• **Exercise instructions**: Look below for the lines from the one with "flex:none; width:33px; height:33px;" to the one with "position:relative; flex:1; overflow:hidden", and copy exactly those lines, both ends included.

• **Provided material**:
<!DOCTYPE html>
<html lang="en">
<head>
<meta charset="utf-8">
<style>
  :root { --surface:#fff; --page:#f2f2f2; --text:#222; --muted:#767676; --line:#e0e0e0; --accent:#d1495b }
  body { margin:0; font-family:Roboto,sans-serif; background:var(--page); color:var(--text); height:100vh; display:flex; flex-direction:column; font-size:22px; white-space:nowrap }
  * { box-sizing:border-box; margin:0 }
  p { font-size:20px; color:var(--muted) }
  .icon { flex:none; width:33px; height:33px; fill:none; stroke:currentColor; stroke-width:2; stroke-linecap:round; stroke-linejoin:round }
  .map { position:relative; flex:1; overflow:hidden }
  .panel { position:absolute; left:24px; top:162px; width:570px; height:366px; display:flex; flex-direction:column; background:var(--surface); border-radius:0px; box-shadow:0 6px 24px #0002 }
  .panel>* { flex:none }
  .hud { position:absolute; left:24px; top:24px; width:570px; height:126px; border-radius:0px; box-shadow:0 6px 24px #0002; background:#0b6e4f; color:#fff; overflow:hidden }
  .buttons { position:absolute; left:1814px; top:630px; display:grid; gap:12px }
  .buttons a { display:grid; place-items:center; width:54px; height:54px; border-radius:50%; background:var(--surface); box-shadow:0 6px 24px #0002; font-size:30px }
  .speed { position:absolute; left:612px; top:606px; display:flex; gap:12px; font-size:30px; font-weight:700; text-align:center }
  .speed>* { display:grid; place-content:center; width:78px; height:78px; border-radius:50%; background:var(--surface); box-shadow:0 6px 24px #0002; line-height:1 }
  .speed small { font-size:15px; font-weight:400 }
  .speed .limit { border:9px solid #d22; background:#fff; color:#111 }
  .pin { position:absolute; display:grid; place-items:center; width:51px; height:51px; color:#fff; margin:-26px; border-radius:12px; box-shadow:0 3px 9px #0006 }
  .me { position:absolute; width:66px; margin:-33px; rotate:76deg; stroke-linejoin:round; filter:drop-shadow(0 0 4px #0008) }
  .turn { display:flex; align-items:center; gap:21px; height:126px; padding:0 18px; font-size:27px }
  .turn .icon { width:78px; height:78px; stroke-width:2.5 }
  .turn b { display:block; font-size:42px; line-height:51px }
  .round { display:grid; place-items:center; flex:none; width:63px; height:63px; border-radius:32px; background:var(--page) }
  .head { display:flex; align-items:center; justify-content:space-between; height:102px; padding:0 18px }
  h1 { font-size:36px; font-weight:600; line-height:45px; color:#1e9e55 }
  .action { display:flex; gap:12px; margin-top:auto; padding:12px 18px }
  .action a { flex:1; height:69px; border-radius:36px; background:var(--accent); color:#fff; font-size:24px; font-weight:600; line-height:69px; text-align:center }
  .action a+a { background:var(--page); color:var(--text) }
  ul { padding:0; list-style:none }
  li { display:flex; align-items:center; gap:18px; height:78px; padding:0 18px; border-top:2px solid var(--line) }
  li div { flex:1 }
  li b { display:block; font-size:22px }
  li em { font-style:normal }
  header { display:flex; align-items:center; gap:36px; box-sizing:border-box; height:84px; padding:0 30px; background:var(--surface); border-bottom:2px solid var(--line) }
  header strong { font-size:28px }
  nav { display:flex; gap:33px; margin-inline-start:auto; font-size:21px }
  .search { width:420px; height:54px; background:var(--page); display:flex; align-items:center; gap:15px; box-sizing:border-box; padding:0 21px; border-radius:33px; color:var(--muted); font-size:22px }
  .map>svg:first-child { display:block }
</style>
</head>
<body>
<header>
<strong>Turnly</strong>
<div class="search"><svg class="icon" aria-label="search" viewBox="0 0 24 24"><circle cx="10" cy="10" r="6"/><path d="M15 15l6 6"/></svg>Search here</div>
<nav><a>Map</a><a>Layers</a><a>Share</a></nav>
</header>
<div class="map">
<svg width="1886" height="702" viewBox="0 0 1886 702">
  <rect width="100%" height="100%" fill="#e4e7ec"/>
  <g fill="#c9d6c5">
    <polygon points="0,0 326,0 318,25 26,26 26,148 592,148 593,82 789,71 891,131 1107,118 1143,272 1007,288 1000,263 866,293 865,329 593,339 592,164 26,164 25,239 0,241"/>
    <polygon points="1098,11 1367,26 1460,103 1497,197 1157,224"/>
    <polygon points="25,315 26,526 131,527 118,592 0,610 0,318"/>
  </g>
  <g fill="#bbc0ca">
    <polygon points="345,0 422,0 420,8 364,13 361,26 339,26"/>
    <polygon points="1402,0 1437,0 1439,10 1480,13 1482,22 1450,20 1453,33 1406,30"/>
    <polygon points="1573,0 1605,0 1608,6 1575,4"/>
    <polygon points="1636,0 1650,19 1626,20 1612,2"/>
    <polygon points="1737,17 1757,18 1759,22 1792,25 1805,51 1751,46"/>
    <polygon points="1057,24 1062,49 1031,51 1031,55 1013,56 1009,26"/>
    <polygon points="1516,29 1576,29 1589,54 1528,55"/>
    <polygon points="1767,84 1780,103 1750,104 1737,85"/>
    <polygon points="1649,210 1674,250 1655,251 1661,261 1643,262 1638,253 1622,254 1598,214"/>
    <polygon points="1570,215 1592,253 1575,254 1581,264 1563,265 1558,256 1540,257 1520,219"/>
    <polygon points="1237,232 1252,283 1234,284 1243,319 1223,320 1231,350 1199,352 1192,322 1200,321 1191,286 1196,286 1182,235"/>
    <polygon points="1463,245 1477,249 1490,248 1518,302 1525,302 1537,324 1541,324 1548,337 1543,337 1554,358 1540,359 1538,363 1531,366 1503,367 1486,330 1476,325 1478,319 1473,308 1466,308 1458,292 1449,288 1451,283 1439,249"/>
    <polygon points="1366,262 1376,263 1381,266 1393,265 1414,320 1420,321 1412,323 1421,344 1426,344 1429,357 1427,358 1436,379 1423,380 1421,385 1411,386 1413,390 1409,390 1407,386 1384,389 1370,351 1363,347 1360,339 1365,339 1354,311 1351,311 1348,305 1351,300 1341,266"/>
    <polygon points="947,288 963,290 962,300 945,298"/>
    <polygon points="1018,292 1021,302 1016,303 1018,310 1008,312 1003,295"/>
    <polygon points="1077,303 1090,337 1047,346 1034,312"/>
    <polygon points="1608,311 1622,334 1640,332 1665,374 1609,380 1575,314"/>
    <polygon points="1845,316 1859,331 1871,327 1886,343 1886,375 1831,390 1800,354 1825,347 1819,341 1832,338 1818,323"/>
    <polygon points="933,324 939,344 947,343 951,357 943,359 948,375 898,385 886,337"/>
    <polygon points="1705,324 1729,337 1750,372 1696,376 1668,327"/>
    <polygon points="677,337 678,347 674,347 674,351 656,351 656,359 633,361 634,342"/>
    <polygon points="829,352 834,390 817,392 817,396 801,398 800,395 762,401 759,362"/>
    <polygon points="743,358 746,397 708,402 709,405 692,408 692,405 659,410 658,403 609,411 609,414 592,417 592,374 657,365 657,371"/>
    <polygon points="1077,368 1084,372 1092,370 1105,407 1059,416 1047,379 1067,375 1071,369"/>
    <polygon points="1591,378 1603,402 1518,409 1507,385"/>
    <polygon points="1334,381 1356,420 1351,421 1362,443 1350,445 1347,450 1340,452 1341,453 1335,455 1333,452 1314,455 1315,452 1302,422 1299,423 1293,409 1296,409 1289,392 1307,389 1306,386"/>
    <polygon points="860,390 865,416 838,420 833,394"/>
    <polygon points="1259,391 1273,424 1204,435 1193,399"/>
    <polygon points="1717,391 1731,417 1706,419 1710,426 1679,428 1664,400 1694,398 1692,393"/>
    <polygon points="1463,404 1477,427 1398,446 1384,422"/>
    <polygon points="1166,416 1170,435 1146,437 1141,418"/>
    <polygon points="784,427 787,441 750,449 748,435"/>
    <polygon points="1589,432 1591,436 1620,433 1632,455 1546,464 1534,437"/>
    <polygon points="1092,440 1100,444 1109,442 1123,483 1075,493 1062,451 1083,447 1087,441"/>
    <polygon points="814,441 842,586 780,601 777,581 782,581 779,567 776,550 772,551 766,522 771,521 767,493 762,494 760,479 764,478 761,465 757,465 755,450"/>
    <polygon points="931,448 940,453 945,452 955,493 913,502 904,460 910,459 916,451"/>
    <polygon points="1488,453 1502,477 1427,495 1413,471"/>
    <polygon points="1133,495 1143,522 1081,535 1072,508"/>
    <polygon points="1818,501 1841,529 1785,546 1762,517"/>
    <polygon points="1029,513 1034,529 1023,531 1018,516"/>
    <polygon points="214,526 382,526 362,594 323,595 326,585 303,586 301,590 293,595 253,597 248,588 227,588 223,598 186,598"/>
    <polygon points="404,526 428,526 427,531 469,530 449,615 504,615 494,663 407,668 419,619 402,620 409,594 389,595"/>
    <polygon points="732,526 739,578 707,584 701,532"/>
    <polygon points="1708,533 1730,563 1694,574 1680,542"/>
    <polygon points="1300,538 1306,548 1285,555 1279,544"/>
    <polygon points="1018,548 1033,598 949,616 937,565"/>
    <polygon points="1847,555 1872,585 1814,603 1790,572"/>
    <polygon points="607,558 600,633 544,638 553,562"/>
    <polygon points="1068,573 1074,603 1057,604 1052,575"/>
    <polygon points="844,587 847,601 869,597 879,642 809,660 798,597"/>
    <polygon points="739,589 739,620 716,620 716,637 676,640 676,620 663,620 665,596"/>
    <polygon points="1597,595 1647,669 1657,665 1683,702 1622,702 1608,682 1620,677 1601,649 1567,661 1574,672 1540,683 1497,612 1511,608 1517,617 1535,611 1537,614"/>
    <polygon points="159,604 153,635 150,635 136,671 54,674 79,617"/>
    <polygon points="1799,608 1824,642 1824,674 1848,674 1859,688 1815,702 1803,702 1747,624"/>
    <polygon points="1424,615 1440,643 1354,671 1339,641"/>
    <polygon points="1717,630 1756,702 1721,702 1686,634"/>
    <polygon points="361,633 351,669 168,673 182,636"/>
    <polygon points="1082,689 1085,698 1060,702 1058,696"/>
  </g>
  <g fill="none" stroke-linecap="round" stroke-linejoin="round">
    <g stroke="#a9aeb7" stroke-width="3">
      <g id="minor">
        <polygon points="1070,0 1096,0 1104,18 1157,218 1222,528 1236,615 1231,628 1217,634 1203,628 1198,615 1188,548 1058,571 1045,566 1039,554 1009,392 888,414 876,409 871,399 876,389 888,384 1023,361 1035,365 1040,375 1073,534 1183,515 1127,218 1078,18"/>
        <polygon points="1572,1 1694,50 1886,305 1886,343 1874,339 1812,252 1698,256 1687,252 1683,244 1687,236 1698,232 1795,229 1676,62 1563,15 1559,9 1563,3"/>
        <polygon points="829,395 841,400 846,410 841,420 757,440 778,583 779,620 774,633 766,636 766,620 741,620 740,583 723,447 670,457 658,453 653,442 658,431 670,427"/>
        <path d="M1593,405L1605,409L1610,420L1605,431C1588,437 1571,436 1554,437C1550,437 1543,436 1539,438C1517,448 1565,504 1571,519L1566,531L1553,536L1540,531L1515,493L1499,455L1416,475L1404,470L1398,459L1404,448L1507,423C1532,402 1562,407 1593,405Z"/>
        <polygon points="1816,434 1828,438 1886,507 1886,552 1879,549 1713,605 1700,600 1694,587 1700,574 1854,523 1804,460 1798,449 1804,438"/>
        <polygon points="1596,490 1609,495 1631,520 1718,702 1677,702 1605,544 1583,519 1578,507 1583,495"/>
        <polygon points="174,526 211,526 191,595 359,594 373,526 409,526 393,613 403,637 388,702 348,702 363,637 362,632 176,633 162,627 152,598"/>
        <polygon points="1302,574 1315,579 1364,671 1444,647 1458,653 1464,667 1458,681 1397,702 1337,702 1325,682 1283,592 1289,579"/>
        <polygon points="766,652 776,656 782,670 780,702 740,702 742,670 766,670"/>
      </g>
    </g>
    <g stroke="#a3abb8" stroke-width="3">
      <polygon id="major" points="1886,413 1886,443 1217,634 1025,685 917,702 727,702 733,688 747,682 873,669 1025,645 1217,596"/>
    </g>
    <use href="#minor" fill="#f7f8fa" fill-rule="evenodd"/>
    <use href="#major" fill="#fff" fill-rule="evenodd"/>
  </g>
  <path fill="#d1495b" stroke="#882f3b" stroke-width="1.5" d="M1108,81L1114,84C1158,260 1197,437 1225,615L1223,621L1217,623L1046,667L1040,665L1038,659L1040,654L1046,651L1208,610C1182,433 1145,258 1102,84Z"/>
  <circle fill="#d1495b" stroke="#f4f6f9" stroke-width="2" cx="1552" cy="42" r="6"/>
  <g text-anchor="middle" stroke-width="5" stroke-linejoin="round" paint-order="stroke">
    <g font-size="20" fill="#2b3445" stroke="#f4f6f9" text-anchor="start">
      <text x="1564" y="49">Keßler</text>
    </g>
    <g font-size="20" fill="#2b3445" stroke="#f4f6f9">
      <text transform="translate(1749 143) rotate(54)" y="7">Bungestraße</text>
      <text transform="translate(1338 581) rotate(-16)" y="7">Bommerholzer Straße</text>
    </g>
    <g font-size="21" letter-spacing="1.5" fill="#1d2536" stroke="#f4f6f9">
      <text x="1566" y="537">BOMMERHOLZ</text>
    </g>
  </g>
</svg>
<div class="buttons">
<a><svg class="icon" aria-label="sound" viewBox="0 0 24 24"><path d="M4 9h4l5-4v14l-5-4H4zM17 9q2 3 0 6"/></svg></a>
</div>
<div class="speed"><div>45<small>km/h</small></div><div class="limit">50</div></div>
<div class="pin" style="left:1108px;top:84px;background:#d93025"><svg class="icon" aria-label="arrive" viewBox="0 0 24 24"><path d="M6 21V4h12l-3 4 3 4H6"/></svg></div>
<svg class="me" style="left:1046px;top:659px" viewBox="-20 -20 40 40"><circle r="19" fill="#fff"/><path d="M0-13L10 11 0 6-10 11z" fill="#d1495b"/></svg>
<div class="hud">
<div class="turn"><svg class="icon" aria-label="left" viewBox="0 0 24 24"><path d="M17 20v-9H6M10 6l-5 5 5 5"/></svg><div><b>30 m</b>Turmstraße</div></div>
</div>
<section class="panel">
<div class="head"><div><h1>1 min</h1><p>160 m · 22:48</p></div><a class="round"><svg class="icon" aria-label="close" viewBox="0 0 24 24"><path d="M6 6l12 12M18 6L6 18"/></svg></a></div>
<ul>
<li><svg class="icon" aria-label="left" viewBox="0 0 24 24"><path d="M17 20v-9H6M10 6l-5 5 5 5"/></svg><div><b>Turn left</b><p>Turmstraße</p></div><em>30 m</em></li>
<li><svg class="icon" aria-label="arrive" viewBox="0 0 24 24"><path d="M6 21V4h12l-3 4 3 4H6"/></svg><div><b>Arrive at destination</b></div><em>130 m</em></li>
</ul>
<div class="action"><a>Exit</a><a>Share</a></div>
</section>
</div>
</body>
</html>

• **Exercise answer**:
  .icon { flex:none; width:33px; height:33px; fill:none; stroke:currentColor; stroke-width:2; stroke-linecap:round; stroke-linejoin:round }
  .map { position:relative; flex:1; overflow:hidden }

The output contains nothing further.